Forever Marilyn in Palm Springs, CA.
Giant Marilyn Monroe
Palm Springs, California
A 26-foot-tall, 15-ton sculpture, "Forever Marilyn," by Seward Johnson, mimics a publicity photo of Monroe standing atop a New York City subway grate, her dress billowing in an updraft, to promote her starring role in the 1955 film, "The Seven Year Itch."
Giant Marilyn was conceived as a temporary attraction, leased to various cities for short spans of time. She made her first appearance in Chicago in 2011, then moved to Palm Springs, California, the following year, then to Trenton, New Jersey (where she was built) in 2015, then to Stamford, Connecticut, in 2018. That was fated to be a short stay when locals realized that her panty-clad derriere was facing a prominent local church.
Palm Springs, however, never forgot giant Marilyn -- viewing her as an embodiment of the city's 1950s Hollywood glamor -- and offered to buy the statue for $1.5 million. She was erected there in June 2021, and since then countless photos have been snapped of tourists standing between her legs, mugging shamelessly for the camera.
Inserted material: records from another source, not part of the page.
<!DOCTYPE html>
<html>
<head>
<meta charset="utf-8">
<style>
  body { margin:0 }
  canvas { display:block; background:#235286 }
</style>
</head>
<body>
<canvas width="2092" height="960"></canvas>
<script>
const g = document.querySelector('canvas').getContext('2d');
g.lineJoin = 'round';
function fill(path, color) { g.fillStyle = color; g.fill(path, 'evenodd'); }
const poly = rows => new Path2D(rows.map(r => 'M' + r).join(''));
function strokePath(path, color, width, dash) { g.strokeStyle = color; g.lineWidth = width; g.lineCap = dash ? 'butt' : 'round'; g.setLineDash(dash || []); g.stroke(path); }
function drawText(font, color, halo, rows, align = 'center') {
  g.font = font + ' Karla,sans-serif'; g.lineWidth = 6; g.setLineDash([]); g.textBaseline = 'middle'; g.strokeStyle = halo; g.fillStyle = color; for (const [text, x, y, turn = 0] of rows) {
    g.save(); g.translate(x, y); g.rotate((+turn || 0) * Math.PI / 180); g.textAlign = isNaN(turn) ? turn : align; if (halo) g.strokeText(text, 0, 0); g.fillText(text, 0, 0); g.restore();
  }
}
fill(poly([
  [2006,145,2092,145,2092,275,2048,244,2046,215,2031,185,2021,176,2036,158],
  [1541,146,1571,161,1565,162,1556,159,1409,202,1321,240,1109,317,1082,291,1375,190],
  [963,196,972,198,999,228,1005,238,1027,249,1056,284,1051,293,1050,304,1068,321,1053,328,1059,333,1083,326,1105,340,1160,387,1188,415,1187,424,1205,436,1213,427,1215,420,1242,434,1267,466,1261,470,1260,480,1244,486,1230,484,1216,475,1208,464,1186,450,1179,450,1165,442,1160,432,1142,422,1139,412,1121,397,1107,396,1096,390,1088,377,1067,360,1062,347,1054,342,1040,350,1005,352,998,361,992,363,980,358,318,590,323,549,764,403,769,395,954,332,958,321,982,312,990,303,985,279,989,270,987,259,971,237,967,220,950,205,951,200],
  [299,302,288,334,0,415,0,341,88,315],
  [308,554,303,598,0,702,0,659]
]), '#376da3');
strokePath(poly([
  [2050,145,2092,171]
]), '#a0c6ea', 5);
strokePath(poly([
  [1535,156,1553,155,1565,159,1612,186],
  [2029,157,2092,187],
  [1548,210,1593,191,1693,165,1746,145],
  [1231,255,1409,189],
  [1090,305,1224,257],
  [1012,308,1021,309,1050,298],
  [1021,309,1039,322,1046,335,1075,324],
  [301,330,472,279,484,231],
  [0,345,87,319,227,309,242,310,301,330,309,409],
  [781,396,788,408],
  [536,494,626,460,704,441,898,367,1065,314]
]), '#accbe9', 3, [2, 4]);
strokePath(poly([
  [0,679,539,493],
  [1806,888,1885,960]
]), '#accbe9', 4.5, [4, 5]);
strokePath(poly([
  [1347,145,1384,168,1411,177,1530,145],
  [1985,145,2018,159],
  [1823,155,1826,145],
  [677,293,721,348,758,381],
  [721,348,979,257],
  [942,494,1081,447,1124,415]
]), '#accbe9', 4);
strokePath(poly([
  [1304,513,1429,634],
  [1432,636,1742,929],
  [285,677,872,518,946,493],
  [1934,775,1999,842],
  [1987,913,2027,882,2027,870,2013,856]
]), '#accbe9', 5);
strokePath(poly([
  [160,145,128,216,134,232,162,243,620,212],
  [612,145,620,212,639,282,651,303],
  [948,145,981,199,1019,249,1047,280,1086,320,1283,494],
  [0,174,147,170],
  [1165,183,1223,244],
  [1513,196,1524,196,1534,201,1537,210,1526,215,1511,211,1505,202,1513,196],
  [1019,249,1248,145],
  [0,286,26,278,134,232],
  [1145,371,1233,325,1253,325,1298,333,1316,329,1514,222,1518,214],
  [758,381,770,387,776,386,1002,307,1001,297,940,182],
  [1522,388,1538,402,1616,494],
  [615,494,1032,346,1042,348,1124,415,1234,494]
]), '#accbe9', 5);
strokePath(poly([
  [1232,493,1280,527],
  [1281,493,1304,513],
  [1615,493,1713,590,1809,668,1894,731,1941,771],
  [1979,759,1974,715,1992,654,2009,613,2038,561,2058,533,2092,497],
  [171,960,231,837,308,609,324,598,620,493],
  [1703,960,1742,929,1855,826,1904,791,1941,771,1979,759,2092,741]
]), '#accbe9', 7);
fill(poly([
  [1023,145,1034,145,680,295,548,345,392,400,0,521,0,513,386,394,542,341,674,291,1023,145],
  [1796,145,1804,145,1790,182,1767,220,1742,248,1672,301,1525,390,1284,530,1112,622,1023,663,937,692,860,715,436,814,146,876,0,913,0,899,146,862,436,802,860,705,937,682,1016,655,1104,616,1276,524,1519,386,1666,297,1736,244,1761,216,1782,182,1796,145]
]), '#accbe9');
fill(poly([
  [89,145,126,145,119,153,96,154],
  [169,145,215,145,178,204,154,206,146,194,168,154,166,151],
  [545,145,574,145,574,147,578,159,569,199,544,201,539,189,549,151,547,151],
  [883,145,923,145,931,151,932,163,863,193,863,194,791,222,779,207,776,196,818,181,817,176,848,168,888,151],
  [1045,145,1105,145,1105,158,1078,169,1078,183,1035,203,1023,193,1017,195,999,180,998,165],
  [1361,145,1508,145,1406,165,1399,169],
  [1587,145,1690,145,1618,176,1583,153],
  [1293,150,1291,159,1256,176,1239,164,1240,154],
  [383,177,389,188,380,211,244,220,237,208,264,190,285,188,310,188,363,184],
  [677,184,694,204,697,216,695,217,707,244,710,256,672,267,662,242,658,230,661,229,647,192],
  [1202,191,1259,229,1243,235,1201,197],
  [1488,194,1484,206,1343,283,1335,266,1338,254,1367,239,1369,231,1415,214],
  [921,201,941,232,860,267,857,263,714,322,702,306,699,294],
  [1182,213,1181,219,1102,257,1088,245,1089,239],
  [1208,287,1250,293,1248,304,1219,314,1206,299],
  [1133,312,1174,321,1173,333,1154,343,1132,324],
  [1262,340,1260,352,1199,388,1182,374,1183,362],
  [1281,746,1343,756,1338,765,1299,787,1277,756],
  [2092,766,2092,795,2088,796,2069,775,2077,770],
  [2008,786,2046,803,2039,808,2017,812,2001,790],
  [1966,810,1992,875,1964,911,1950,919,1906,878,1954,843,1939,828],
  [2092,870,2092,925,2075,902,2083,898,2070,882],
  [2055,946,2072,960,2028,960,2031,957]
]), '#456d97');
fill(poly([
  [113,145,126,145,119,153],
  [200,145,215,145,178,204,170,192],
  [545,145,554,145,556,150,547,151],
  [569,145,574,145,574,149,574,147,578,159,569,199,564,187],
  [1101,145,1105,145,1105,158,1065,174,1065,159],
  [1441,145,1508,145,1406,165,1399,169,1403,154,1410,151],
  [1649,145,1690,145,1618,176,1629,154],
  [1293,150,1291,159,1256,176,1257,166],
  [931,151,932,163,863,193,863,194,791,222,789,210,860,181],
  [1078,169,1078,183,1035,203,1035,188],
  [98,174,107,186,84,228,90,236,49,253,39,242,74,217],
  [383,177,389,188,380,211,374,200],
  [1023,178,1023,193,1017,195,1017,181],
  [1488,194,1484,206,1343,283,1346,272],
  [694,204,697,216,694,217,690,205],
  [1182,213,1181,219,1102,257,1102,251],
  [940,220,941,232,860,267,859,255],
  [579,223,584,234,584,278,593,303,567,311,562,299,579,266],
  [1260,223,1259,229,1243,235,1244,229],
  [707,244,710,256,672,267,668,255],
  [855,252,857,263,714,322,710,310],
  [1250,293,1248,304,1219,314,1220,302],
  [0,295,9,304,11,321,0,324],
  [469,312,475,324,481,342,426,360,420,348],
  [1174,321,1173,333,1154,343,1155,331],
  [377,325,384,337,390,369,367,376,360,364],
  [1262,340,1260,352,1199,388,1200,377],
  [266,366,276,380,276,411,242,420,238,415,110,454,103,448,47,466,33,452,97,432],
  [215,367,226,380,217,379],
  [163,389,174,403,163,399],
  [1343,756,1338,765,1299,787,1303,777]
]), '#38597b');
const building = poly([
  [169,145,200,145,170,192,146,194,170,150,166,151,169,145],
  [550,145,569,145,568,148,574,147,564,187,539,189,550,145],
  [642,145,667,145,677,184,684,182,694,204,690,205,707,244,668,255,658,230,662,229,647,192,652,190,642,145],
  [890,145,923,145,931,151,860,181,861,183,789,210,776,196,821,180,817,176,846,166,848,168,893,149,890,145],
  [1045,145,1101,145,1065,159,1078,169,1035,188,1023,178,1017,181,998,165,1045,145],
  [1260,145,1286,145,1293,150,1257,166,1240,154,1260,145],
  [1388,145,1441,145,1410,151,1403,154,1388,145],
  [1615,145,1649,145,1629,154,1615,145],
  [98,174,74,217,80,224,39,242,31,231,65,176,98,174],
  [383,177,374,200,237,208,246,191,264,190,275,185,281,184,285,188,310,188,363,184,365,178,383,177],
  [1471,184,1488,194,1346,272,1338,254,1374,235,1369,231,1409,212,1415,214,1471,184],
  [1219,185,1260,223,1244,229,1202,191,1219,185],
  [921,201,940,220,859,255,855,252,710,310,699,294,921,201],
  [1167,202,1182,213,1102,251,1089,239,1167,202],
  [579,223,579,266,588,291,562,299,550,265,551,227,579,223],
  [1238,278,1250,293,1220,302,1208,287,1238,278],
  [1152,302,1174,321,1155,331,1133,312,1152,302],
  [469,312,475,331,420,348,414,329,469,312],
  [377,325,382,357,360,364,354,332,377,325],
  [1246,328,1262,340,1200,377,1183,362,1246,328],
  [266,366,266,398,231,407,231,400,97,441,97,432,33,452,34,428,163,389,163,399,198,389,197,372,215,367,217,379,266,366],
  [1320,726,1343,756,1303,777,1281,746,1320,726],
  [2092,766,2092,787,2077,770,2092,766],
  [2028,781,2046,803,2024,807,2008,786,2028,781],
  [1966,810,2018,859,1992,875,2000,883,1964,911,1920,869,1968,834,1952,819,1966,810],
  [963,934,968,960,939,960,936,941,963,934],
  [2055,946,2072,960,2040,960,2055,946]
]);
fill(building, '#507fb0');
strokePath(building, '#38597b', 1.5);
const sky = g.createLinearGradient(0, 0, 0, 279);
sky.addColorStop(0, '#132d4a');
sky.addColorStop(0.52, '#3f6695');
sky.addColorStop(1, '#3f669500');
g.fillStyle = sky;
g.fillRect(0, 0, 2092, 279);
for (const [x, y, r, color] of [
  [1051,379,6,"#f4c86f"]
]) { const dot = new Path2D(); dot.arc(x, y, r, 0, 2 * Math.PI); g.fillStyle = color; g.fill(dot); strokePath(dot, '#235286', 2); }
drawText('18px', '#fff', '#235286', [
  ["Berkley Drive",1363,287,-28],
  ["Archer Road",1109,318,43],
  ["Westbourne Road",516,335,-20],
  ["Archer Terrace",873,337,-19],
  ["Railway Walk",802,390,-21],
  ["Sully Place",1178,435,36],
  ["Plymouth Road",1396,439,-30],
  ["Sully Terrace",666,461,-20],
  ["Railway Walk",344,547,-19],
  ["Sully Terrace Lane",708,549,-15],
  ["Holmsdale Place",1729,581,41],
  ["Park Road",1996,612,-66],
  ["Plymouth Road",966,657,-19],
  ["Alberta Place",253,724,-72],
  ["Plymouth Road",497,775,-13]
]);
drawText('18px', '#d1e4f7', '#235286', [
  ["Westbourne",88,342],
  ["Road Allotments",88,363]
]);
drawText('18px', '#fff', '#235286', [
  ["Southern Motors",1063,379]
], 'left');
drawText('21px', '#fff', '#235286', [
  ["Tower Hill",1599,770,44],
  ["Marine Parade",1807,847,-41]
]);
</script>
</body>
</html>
As in Stamford, Forever Marilyn had her detractors in Palm Springs. They said that the sculpture was (once again) in the wrong place -- this time in front of the city's art museum -- and that they wanted her moved somewhere else. After much public bickering and large legal fees, the city agreed to move the statue in February 2025 to a spot only 75 feet away, into a little park.
There are two additional, identical giant Forever Marilyns, one in Dalian, China, and one currently in storage back in Trenton, "waiting for her next adventure," we were assured.